Daily Express

BT to cull cost base...but where will cuts fall?

- SOPHIE LUND-YATES LEAD EQUITY ANALYST Hargreaves Lansdown www.hl.co.uk

LAST week we heard BT is facing significan­tly higher energy and inflation bills than expected.

In response, the group plans to cut an extra £500million in costs by the end of 2025, taking the total to £3billion. The move is so BT can maintain cashflow.

For now, underlying cash profits are moving in the right direction. These rose 3 per cent to £3.9billion in the first half of the year. That was driven by savings rather than strong revenue growth.

It’s never a good look to have to cull your cost base in the name of cashflow conservati­on. The biggest question mark is precisely where the cuts are going to come from. The wider plan for BT

involves significan­tly modernisin­g and simplifyin­g operations and product line. This includes digitising customer journeys and moving customers on to the new 5G and fibre broadband networks, which have lower running costs than older infrastruc­ture.

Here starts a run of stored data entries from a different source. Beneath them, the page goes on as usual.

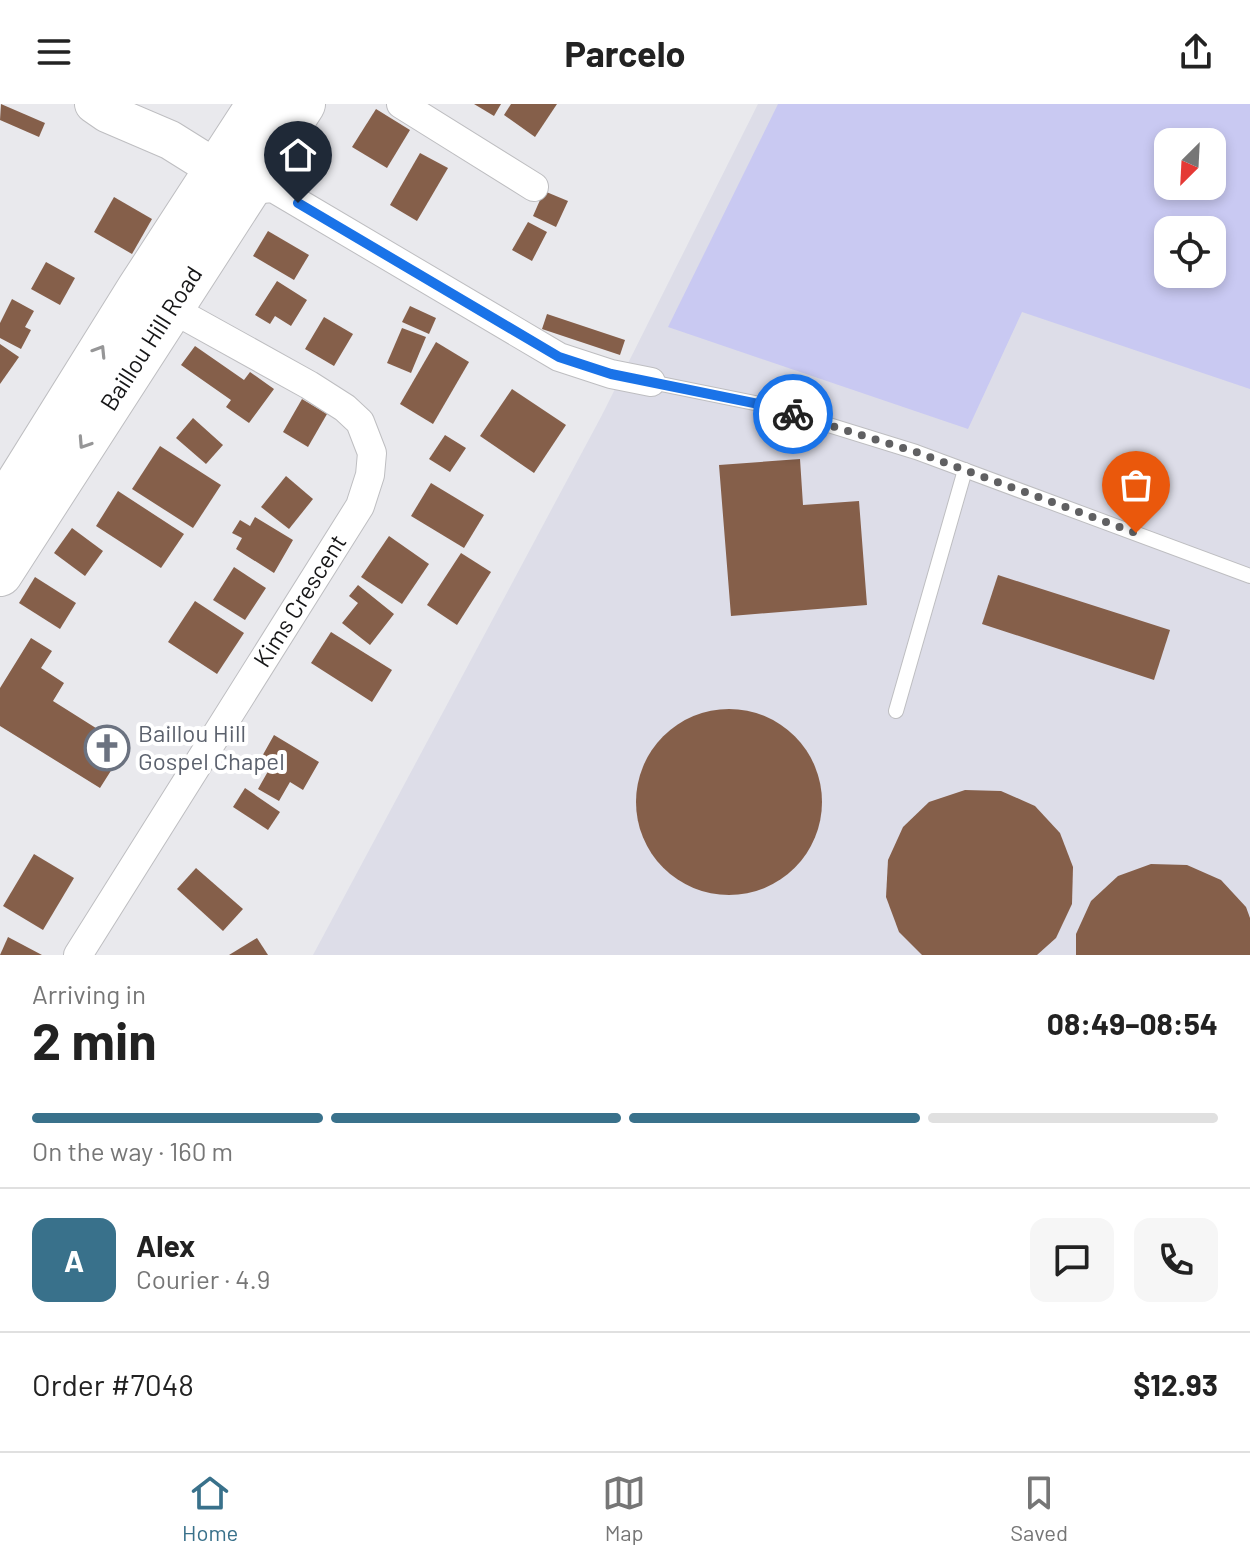 <!DOCTYPE html>
<html lang="en">
<head>
<meta charset="utf-8">
<style>
	body { margin:0; font-family:Barlow,sans-serif; background:#f6f6f6; color:#222; height:100vh; display:flex; flex-direction:column; font-size:30px; white-space:nowrap }
	* { box-sizing:border-box; margin:0 }
	p { font-size:26px; color:#767676 }
	.icon { flex:none; width:44px; height:44px; fill:none; stroke:currentColor; stroke-width:2; stroke-linecap:round; stroke-linejoin:round }
	.map { position:relative; height:851px; overflow:hidden }
	.sheet { display:flex; flex-direction:column; background:#fff; flex:1 }
	.sheet>* { flex:none }
	.needle { width:52px; rotate:204deg }
	.fabs { position:absolute; left:1154px; top:24px; display:grid; gap:16px }
	.fabs a { display:grid; place-items:center; width:72px; height:72px; border-radius:16px; background:#fff; box-shadow:0 4px 12px #0003; font-size:40px }
	.pin { position:absolute; display:grid; place-items:center; width:68px; height:68px; color:#fff; margin:-82px -34px; border-radius:50% 50% 50% 0; rotate:-45deg; box-shadow:0 0 8px #0007 }
	.pin .icon { rotate:45deg }
	.courier { position:absolute; display:grid; place-items:center; width:80px; height:80px; margin:-40px; border:6px solid #1a73e8; border-radius:50%; background:#fff; color:#222; box-shadow:0 2px 10px #0007 }
	.headline em { font-style:normal; font-weight:700 }
	.headline div { display:flex; flex-direction:column-reverse }
	.headline { display:flex; align-items:center; justify-content:space-between; height:136px; padding:0 32px }
	h1 { font-size:52px; font-weight:700; line-height:60px }
	.bar { display:grid; grid-template-columns:repeat(4,1fr); gap:12px 8px; align-content:center; height:96px; padding:0 32px }
	.bar i { height:10px; border-radius:6px; background:#e0e0e0 }
	.bar .active { background:#39718b }
	.bar p { grid-column:span 4 }
	.line { display:flex; align-items:center; gap:20px; padding:0 32px; border-top:2px solid #e0e0e0 }
	.line div { flex:1 }
	.round { display:grid; place-items:center; flex:none; width:84px; height:84px; border-radius:16px; background:#f6f6f6 }
	header { display:flex; justify-content:space-between; align-items:center; height:104px; padding:0 32px; background:#fff; font-size:36px; font-weight:700 }
	.menu { display:flex; justify-content:space-around; align-items:center; height:112px; border-top:2px solid #e0e0e0; background:#fff; font-size:22px; color:#767676 }
	.menu a { display:grid; justify-items:center; gap:4px }
	.menu .active { color:#39718b }
	.map>svg:first-child { display:block }
	.built { fill:#dddde8; fill-rule:evenodd }
	.green { fill:#c9c9f2; fill-rule:evenodd }
	.building { fill:#855f4a }
	.lines { fill:none; stroke-linecap:round; stroke-linejoin:round }
	.service-casing { stroke:#bebec1; stroke-width:16 }
	.minor-casing { stroke:#bebec1; stroke-width:30 }
	.secondary-casing { stroke:#bebec1; stroke-width:40 }
	.primary-casing { stroke:#bebec1; stroke-width:46 }
	.service { stroke:#fff; stroke-width:14 }
	.minor { stroke:#fff; stroke-width:28 }
	.secondary { stroke:#fff; stroke-width:38 }
	.primary { stroke:#fff; stroke-width:44 }
	.oneway { stroke:#969697 }
	.done { stroke:#606062; stroke-width:8; stroke-dasharray:0 14.4 }
	.route { stroke:#1a73e8; stroke-width:10 }
	.labels { text-anchor:middle; stroke-width:8; stroke-linejoin:round; paint-order:stroke }
	.street-label { font-size:24px; fill:#161617; stroke:#fff }
	.worship-label { font-size:24px; fill:#5b616d; stroke:#fff; text-anchor:start }
</style>
</head>
<body>
<header><svg class="icon" aria-label="menu" viewBox="0 0 24 24"><path d="M4 6h16M4 12h16M4 18h16"/></svg>Parcelo<svg class="icon" aria-label="share" viewBox="0 0 24 24"><path d="M12 15V3M7 8l5-5 5 5M5 13v7h14v-7"/></svg></header>
<div class="map">
<svg width="1250" height="851" viewBox="0 0 1250 851">
	<rect width="100%" height="100%" fill="#e9e9ed"/>
	<path class="built" d="M758,0H1250V851H313L602,311ZM1168,38H1212V82H1168ZM1168,126H1212V170H1168Z"/>
	<path class="green" d="M778,0H1250V285L1022,208L968,325L668,223ZM1168,38H1212V82H1168ZM1168,126H1212V170H1168Z"/>
	<g class="building">
		<polygon points="1,0 45,19 39,33 0,16"/>
		<polygon points="474,0 501,0 494,12"/>
		<polygon points="511,0 557,0 535,33 504,11"/>
		<polygon points="376,5 410,26 387,64 352,43"/>
		<polygon points="420,49 448,64 417,117 390,101"/>
		<polygon points="544,87 568,97 556,123 533,112"/>
		<polygon points="114,93 152,115 132,150 94,128"/>
		<polygon points="528,118 547,128 532,157 512,146"/>
		<polygon points="268,127 309,151 294,176 253,152"/>
		<polygon points="46,158 75,174 60,201 31,185"/>
		<polygon points="277,177 307,196 291,222 275,212 270,220 255,211"/>
		<polygon points="12,195 34,207 25,223 31,226 21,245 0,234 0,219"/>
		<polygon points="410,202 436,214 429,230 402,218"/>
		<polygon points="547,210 625,236 620,251 542,225"/>
		<polygon points="324,213 353,230 334,262 305,245"/>
		<polygon points="402,224 426,233 411,269 387,259"/>
		<polygon points="436,238 469,258 433,320 400,300"/>
		<polygon points="0,240 19,253 0,280"/>
		<polygon points="195,242 244,276 250,268 274,285 249,319 226,303 231,296 181,261"/>
		<polygon points="512,285 566,321 534,369 480,332"/>
		<polygon points="302,295 327,310 308,343 283,328"/>
		<polygon points="193,314 223,341 206,360 176,334"/>
		<polygon points="445,331 466,344 450,368 429,355"/>
		<polygon points="160,342 221,381 193,424 132,385"/>
		<polygon points="800,355 803,401 859,397 867,501 731,512 719,361"/>
		<polygon points="286,372 313,395 289,425 261,403"/>
		<polygon points="431,379 484,411 464,444 411,412"/>
		<polygon points="118,387 184,430 161,464 96,422"/>
		<polygon points="255,413 293,436 274,469 236,445 242,434 232,429 240,416 250,422"/>
		<polygon points="72,424 103,447 85,472 54,449"/>
		<polygon points="389,432 429,460 402,500 361,473"/>
		<polygon points="461,449 491,468 457,521 427,501"/>
		<polygon points="234,463 266,484 245,516 213,496"/>
		<polygon points="998,471 1170,526 1154,576 982,520"/>
		<polygon points="35,473 76,499 60,525 19,499"/>
		<polygon points="358,481 394,510 370,541 342,519 358,499 349,492"/>
		<polygon points="195,497 244,529 217,570 168,538"/>
		<polygon points="331,528 392,566 372,598 311,559"/>
		<polygon points="31,534 52,547 41,564 64,579 53,597 126,643 100,684 0,622 0,584"/>
		<circle cx="729" cy="698" r="93"/>
		<polygon points="274,631 319,658 303,686 290,678 279,697 258,685 271,662 260,656"/>
		<polygon points="245,684 280,708 268,726 233,703"/>
		<polygon points="965,686 1001,687 1035,702 1060,729 1073,763 1072,800 1056,834 1037,851 922,851 899,828 886,793 888,756 903,723 929,698"/>
		<polygon points="34,750 74,774 43,826 3,802"/>
		<polygon points="1151,760 1187,761 1221,776 1246,803 1250,814 1250,851 1076,851 1076,830 1091,797 1118,772"/>
		<polygon points="196,764 243,805 223,827 177,785"/>
		<polygon points="8,833 42,851 0,851"/>
		<polygon points="257,834 268,851 229,851"/>
	</g>
	<g class="lines">
		<g class="service-casing">
			<g id="service">
				<polyline points="651,278 764,301 916,348 1250,472"/>
				<polyline points="896,607 965,366"/>
			</g>
		</g>
		<g class="minor-casing">
			<g id="minor">
				<polyline points="401,0 534,83"/>
				<polyline points="249,86 273,84 559,253 611,270 651,278"/>
				<path id="s1" d="M78,851L360,402L370,371L372,349L360,318L345,304L309,281L172,205"/>
			</g>
		</g>
		<g class="secondary-casing">
			<polyline id="secondary" points="94,0 107,9 170,36 242,81"/>
		</g>
		<g class="primary-casing">
			<g id="primary">
				<polyline points="0,408 139,185 259,0"/>
				<path id="s2" d="M0,470L303,0"/>
			</g>
		</g>
		<use href="#service" class="service"/>
		<use href="#minor" class="minor"/>
		<use href="#secondary" class="secondary"/>
		<use href="#primary" class="primary"/>
	</g>
	<defs><path id="oneway-chevron" d="M-2-3.5L2.5 0L-2 3.5" fill="none" stroke-width="1.6" stroke-linecap="round" stroke-linejoin="round" transform="scale(2)"/></defs>
	<g class="oneway">
		<use href="#oneway-chevron" transform="translate(100 247) rotate(-58)"/>
		<use href="#oneway-chevron" transform="translate(84 339) rotate(123)"/>
	</g>
	<g class="lines">
		<polyline class="done" points="793,310 916,348 1136,429"/>
		<polyline class="route" points="298,99 559,253 611,270 764,301 793,310"/>
	</g>
	<defs>
		<g id="church-ring" transform="scale(2.3)"><circle r="9.5" fill="#fff" stroke="#6b7280" stroke-width="1.5"/><path d="M-1.2-6h2.4v3.5h3.3v2.4h-3.3V6h-2.4V-.1h-3.3v-2.4h3.3Z" fill="#6b7280"/></g>
	</defs>
	<g fill-rule="evenodd">
		<use href="#church-ring" x="107" y="644"/>
	</g>
	<g class="labels">
		<g class="street-label">
			<text dy="8" stroke="none"><textPath href="#s2" startOffset="280">Baillou Hill Road</textPath></text>
			<text dy="8" stroke="none"><textPath href="#s1" startOffset="418">Kims Crescent</textPath></text>
		</g>
		<g class="worship-label">
			<text x="138" y="638">Baillou Hill<tspan x="138" dy="28">Gospel Chapel</tspan></text>
		</g>
	</g>
</svg>
<div class="fabs">
<a><svg class="needle" viewBox="-14 -14 28 28"><path d="M0-13l5 13h-10z" fill="#e53935"/><path d="M0 13l5-13h-10z" fill="#767676"/></svg></a>
<a><svg class="icon" aria-label="locate" viewBox="0 0 24 24"><circle cx="12" cy="12" r="6"/><path d="M12 2v4M12 18v4M2 12h4M18 12h4"/></svg></a>
</div>
<div class="pin" style="left:1136px;top:429px;background:#ea580c"><svg class="icon" aria-label="bag" viewBox="0 0 24 24"><path d="M5 8h14l-1 12H6zM9 8a3 3 0 0 1 6 0"/></svg></div>
<div class="pin" style="left:298px;top:99px;background:#1f2937"><svg class="icon" aria-label="home" viewBox="0 0 24 24"><path d="M3 11l9-7 9 7M6 9v11h12V9"/></svg></div>
<div class="courier" style="left:793px;top:310px"><svg class="icon" aria-label="bike" viewBox="0 0 24 24"><circle cx="6" cy="16" r="4"/><circle cx="18" cy="16" r="4"/><path d="M6 16l4-8h5l3 8M10 8l3 8H6M13 5h3"/></svg></div>
</div>
<section class="sheet">
<div class="headline"><div><h1>2 min</h1><p>Arriving in</p></div><em>08:49–08:54</em></div>
<div class="bar"><i class="active"></i><i class="active"></i><i class="active"></i><i></i><p>On the way · 160 m</p></div>
<div class="line" style="height:144px"><b class="round" style="background:#39718b;color:#fff">A</b><div><b>Alex</b><p>Courier · 4.9</p></div><a class="round"><svg class="icon" aria-label="chat" viewBox="0 0 24 24"><path d="M4 5h16v11H9l-5 4z"/></svg></a><a class="round"><svg class="icon" aria-label="phone" viewBox="0 0 24 24"><path d="M5 4h4l2 5-3 2q2 4 5 5l2-3 5 2v4C11 20 4 13 5 4z"/></svg></a></div>
<div class="line" style="height:104px"><div>Order #7048</div><b>$12.93</b></div>
</section>
<nav class="menu">
<a class="active"><svg class="icon" aria-label="home" viewBox="0 0 24 24"><path d="M3 11l9-7 9 7M6 9v11h12V9"/></svg>Home</a>
<a><svg class="icon" aria-label="map" viewBox="0 0 24 24"><path d="M3 6l6-2 6 2 6-2v14l-6 2-6-2-6 2zM9 4v14M15 6v14"/></svg>Map</a>
<a><svg class="icon" aria-label="saved" viewBox="0 0 24 24"><path d="M7 4h10v16l-5-4-5 4z"/></svg>Saved</a>
</nav>
</body>
</html>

The real workhorse for this is the group’s infrastruc­ture arm Openreach which is responsibl­e for maintainin­g and building the new fibre networks.

It hopes to reach 25 million homes by 2026. This technical-heavy business is unique and higher margin, and an asset to the business. However, BT will have to keep shelling out very high sums to keep itself on the cutting edge.

Another drain on cash is BT’s large pension deficit, and the latest Triennial Review makes for sobering reading. The new payment plan is going to cost hundreds of millions of pounds every year for most of the next decade. Add to that the debt pile, especially given the current higher interest rate, and the demands on cash are considerab­le.

We can’t rule out changes to the dividend if conditions remain very tough. The group currently offers a prospectiv­e yield of 6.2 per cent. BT has its attraction­s. Its mobile networks are broad and generally high quality, while Openreach is unique and higher margin.

But while BT is a strong player, it needs to leverage all of its advantages if it’s to satisfy the never-ending investment needs and return to sustained dividend growth.